**Records for processing**

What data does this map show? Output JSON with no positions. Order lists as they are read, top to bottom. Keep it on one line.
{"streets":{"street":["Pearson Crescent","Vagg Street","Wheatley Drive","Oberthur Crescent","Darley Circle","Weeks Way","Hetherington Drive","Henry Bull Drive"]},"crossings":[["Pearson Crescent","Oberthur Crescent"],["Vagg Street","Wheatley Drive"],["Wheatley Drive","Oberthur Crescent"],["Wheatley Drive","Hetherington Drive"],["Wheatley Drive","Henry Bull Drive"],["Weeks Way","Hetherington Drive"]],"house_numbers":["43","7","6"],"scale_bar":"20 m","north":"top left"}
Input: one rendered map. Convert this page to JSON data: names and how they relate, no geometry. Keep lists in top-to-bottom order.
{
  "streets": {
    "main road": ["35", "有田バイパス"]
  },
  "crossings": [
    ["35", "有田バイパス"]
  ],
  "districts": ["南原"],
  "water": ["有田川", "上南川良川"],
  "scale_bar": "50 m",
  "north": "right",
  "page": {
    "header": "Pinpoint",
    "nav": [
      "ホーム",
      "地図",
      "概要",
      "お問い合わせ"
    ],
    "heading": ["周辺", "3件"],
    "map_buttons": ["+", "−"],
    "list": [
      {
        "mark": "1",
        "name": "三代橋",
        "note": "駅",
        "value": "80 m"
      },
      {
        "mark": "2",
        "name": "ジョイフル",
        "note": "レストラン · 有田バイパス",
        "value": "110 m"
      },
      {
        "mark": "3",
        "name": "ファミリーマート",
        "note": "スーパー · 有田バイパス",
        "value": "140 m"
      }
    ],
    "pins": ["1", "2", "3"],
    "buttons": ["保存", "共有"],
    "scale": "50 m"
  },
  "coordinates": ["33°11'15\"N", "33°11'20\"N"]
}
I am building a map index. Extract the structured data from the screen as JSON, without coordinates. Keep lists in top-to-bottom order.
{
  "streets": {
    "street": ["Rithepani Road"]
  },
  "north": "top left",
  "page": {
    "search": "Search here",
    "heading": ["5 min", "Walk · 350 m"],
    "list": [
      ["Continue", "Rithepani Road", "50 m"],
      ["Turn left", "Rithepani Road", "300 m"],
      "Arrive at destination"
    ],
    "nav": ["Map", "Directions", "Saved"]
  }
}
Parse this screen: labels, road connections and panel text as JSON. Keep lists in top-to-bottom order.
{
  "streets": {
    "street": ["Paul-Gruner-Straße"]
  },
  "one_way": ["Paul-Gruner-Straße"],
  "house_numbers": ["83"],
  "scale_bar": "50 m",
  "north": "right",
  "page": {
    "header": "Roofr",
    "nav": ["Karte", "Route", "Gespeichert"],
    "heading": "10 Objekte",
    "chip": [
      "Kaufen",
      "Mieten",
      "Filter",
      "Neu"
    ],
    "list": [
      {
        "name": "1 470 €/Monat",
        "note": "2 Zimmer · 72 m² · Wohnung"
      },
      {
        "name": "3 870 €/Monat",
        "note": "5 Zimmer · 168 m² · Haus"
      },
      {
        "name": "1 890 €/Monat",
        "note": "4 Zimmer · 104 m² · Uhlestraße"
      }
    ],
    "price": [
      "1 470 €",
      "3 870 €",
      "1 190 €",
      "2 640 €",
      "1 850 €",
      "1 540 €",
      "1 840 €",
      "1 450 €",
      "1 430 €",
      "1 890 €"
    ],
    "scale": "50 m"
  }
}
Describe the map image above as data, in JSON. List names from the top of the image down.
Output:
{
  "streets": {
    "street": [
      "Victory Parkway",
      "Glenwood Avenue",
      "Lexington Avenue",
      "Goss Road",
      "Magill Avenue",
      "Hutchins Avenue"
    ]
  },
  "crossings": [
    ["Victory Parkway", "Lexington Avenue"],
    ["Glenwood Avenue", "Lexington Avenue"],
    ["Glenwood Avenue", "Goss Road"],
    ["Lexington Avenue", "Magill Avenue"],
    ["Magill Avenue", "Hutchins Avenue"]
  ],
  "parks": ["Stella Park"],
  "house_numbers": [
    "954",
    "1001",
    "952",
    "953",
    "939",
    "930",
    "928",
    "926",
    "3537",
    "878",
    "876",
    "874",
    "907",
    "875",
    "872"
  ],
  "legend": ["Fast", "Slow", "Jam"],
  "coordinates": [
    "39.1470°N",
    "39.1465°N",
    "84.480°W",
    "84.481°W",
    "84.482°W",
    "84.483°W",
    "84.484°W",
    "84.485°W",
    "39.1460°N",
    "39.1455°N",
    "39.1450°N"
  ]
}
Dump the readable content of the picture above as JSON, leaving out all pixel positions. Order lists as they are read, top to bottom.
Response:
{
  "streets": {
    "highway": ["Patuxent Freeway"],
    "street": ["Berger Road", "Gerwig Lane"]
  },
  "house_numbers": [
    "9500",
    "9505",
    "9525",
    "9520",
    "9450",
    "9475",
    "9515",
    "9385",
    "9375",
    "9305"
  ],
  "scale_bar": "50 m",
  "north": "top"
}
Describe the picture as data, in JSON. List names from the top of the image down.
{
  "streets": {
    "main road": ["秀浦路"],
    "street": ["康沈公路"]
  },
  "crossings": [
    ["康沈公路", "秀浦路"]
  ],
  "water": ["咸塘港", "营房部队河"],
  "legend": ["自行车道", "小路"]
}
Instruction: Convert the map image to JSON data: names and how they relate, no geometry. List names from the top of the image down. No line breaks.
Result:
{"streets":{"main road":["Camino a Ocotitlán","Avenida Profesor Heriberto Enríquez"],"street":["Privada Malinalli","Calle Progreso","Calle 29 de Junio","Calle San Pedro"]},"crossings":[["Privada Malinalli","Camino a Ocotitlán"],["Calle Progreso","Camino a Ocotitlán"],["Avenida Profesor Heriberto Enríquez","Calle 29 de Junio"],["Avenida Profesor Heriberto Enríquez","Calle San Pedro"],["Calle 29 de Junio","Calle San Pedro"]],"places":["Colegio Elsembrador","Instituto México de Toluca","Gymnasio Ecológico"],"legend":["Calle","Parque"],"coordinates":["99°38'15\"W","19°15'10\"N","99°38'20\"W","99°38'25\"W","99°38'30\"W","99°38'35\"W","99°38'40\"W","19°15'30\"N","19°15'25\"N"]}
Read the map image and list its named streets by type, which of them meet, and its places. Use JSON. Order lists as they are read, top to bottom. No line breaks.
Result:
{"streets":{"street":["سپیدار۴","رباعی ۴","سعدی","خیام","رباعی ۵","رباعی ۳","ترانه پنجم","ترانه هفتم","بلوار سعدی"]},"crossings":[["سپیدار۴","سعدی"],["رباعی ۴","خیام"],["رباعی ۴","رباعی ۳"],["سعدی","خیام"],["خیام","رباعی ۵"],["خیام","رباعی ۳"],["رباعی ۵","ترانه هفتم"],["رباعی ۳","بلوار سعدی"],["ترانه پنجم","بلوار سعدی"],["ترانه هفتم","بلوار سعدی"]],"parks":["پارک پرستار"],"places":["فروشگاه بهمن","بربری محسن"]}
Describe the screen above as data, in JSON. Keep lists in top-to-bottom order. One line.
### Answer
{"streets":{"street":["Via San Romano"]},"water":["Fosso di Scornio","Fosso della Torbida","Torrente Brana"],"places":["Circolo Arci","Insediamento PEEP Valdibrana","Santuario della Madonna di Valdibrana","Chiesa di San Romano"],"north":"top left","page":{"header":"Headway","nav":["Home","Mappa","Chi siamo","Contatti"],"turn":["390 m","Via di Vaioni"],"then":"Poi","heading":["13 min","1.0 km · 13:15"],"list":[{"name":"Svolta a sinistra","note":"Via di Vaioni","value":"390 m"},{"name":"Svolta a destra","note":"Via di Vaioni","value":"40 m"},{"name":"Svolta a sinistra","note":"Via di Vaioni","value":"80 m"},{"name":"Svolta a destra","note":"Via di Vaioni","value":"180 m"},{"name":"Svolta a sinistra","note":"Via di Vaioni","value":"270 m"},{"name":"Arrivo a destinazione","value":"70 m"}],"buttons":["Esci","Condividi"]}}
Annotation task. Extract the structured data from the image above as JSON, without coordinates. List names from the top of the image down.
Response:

**Task**
Wherever a line in the listing contains the word "above", copy that line out.

**Answer section**
Describe the map image above as data, in JSON. List names from the top of the image down.
Dump the readable content of the picture above as JSON, leaving out all pixel positions. Order lists as they are read, top to bottom.
Describe the screen above as data, in JSON. Keep lists in top-to-bottom order. One line.
Annotation task. Extract the structured data from the image above as JSON, without coordinates. List names from the top of the image down.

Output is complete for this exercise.